For the charset information it has

IANA Considerations

The media type for JSON text is application/json.

[..]

Required parameters: n/a
Optional parameters: n/a

The reported errata point https://www.rfc-editor.org/errata/eid5853 correctly argues that a charset MUST NOT be used. Also rfc6838's description of application does not have it. I follow that interpretation and thus for the checker, I suggest we keep the error if we find a charset=utf-8 parameter.

[Rafiot]

Alright, I'm talking to the Microsoft folks again. I don't really have a dog in this fight, I just don't want to implement my own downloader for fun.

[bernhardreiter]

I'm talking to the Microsoft folks again.

Thanks a lot for reporting the problem to them!

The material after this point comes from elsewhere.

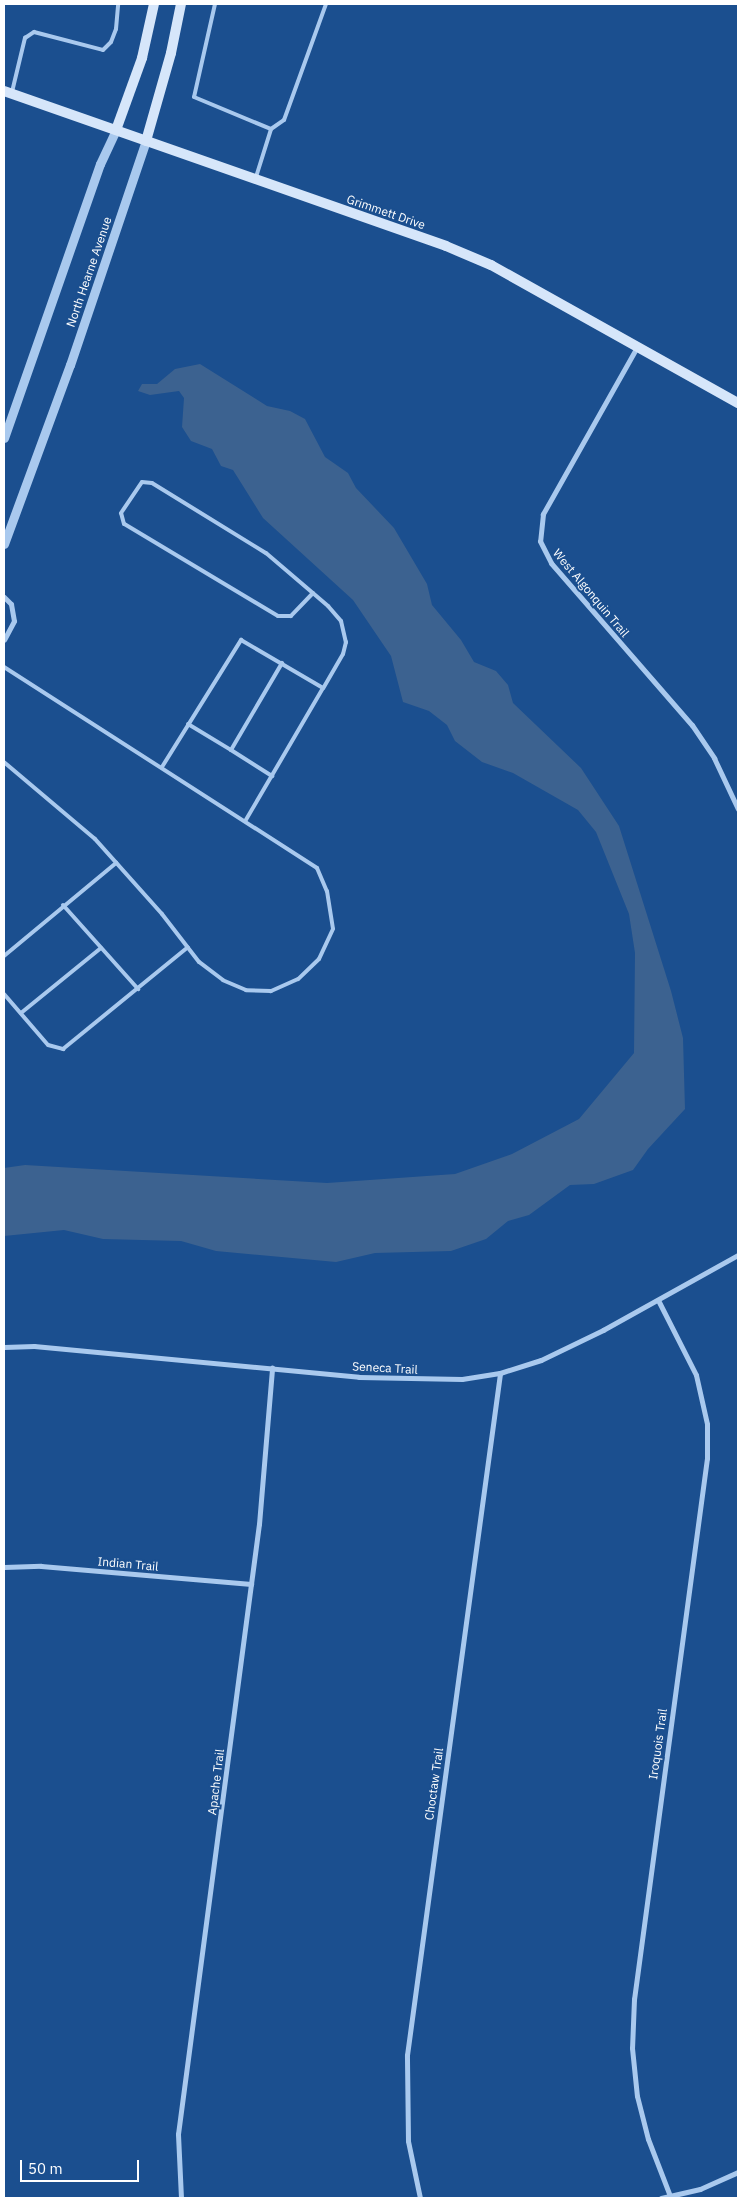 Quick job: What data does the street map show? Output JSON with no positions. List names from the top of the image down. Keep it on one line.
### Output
{"streets":{"main road":["Grimmett Drive","North Hearne Avenue"],"street":["West Algonquin Trail","Seneca Trail","Indian Trail","Iroquois Trail","Apache Trail","Choctaw Trail"]},"crossings":[["Grimmett Drive","North Hearne Avenue"],["Grimmett Drive","West Algonquin Trail"],["Seneca Trail","Iroquois Trail"],["Seneca Trail","Apache Trail"],["Seneca Trail","Choctaw Trail"],["Indian Trail","Apache Trail"]],"scale_bar":"50 m"}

I don't really have a dog in this fight, I just don't want to implement my own downloader for fun.

Sounds like you do have an interest in a well implementable standard, though. ;-)

[Rafiot]

Absolutely! And more importantly, compatible implementations of said standard 😭

[adulau]

I'm really curious the origin of the issue has it seems the validation fails at Microsoft but also NCSC-NL too.

cve-search/vulnerability-lookup#94

But maybe adding tests with known sources would be also interesting for the downloader?

[bernhardreiter]

it seems the validation fails at [..] NCSC-NL
cve-search/vulnerability-lookup#94

The failure is correct and the error message of the downloader shows that they've "invented" an 18th month. So it is not this issue.

[Rafiot]

I just sent a reminder to Microsoft so we hopefully get it sorted.

[Rafiot]

Alright they got back to me and will give me an answer by next week or so.

@bernhardreiter I have an alternative solution, let me know what you think: the downloader could accept the presence of the encoding, check if it is UTF-8 and raise the exception only if it is something else?

[bernhardreiter]

the downloader could accept the presence of the encoding, check if it is UTF-8 and raise the exception only if it is something else?

Just preparing my talk for the CSAF community days, and thus reading https://en.wikipedia.org/wiki/Robustness_principle#Criticism . So far I think we should be strict early in the CSAF 2.0 adoption.

[Rafiot]

I get your point, and I'll keep not having a dog in this fight. Depending on Microsoft feedback I'll or won't implement a dumb downloader that just fetches the files from their repo.